▸ **What is needed**
Which of the lines below contain the string "space"? Pull each one out of the data.
┄┄┄┄┄┄
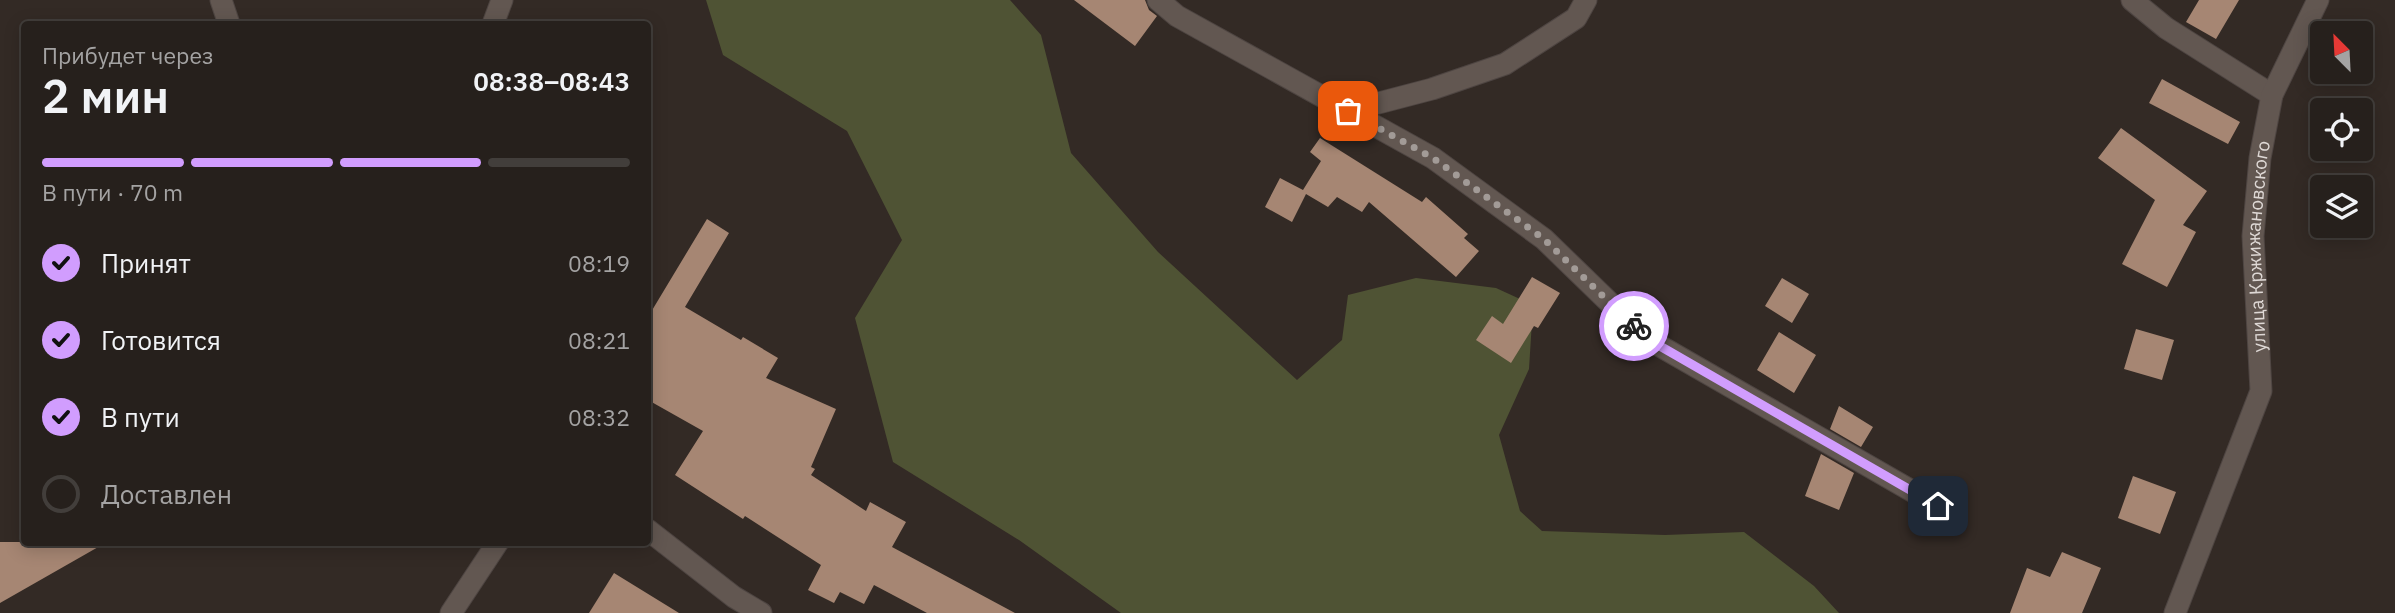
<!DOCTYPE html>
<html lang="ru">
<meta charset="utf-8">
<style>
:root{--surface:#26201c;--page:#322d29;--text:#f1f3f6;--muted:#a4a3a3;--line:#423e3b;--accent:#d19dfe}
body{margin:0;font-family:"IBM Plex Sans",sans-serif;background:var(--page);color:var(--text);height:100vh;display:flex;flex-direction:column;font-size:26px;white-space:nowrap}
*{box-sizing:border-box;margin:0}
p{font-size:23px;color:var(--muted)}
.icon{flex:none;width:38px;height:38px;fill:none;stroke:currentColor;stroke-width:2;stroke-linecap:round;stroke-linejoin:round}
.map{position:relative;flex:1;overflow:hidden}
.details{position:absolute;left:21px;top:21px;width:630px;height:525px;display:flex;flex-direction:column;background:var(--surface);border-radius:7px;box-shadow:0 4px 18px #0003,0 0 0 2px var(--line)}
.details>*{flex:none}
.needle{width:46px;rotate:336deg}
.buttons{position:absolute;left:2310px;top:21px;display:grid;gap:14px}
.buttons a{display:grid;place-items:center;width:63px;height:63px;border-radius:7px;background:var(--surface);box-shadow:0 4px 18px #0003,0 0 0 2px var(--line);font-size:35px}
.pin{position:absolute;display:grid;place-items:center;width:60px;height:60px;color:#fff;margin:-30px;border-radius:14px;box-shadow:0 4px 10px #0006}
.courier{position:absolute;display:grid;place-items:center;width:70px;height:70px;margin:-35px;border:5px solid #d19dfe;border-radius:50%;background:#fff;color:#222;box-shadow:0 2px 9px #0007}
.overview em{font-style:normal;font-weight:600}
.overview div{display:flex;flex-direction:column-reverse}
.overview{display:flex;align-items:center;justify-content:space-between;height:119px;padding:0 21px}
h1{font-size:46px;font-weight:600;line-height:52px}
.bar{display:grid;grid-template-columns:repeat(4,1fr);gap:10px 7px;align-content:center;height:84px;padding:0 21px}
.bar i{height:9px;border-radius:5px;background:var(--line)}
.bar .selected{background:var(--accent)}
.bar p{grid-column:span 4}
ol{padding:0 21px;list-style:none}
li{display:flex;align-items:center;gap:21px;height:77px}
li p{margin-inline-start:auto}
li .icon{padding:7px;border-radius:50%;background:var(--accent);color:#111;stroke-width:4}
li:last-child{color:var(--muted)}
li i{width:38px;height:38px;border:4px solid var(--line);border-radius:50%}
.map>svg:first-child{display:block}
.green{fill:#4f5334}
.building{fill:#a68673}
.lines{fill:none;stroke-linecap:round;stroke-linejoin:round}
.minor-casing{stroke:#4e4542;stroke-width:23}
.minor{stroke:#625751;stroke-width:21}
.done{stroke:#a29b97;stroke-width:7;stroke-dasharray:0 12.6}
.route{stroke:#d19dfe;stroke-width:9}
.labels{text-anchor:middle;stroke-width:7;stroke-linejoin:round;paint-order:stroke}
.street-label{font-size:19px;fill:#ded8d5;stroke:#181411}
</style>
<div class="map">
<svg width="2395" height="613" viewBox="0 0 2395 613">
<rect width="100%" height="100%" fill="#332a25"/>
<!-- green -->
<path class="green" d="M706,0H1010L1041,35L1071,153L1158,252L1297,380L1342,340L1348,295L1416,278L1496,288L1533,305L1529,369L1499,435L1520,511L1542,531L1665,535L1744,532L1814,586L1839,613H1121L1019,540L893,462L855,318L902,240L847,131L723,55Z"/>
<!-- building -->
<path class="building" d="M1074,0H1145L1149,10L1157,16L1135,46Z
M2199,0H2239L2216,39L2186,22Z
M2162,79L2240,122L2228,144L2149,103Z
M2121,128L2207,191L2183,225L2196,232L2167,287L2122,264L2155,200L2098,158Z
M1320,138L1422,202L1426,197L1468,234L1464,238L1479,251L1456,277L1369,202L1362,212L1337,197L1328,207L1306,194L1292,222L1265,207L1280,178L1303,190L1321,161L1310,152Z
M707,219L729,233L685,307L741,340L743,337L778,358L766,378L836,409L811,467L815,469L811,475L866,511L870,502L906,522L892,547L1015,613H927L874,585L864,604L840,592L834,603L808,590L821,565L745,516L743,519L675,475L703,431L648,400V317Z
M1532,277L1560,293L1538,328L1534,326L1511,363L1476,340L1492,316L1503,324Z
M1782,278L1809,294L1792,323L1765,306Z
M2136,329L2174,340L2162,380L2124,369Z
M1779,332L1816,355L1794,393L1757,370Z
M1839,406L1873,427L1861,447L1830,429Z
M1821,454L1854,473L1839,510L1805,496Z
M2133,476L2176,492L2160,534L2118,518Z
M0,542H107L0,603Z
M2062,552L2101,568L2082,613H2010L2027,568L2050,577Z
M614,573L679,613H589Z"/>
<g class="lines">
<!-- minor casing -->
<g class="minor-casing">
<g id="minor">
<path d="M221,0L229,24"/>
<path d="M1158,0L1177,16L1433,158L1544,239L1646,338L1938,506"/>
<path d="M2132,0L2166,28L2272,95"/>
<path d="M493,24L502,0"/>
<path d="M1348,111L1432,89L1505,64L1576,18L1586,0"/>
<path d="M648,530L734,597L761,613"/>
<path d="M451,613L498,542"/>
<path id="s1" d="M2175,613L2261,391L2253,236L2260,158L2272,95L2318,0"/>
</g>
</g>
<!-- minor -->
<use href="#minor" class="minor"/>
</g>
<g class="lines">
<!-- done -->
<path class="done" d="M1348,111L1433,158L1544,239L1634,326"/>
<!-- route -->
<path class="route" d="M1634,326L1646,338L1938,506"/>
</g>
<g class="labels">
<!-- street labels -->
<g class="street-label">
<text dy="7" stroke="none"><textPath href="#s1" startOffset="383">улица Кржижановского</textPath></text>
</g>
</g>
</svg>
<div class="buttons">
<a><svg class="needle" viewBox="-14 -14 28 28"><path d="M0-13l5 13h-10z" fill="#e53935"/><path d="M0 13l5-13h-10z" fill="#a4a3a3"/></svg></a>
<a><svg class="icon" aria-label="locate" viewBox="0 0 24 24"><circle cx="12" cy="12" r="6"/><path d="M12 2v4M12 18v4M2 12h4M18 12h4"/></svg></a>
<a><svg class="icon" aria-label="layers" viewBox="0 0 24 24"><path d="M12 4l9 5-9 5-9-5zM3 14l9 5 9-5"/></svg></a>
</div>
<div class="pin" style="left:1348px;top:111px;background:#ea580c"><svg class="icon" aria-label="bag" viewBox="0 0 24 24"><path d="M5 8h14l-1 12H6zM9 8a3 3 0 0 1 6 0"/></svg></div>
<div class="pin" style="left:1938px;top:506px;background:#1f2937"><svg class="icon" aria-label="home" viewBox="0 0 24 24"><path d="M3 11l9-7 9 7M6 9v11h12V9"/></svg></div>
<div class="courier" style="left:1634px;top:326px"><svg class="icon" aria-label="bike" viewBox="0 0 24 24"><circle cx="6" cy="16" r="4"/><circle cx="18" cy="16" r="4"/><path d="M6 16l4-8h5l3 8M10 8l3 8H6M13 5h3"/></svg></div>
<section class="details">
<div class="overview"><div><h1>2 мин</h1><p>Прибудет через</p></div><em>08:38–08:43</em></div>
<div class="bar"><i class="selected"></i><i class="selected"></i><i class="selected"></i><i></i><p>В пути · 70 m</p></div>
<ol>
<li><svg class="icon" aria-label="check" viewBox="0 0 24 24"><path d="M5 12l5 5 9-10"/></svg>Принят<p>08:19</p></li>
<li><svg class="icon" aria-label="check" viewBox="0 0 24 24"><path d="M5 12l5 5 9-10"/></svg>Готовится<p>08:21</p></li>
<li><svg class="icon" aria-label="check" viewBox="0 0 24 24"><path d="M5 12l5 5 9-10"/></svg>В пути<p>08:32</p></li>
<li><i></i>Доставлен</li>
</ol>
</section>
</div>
┄┄┄┄┄┄
▸ **Answer for the task**
body{margin:0;font-family:"IBM Plex Sans",sans-serif;background:var(--page);color:var(--text);height:100vh;display:flex;flex-direction:column;font-size:26px;white-space:nowrap}
.overview{display:flex;align-items:center;justify-content:space-between;height:119px;padding:0 21px}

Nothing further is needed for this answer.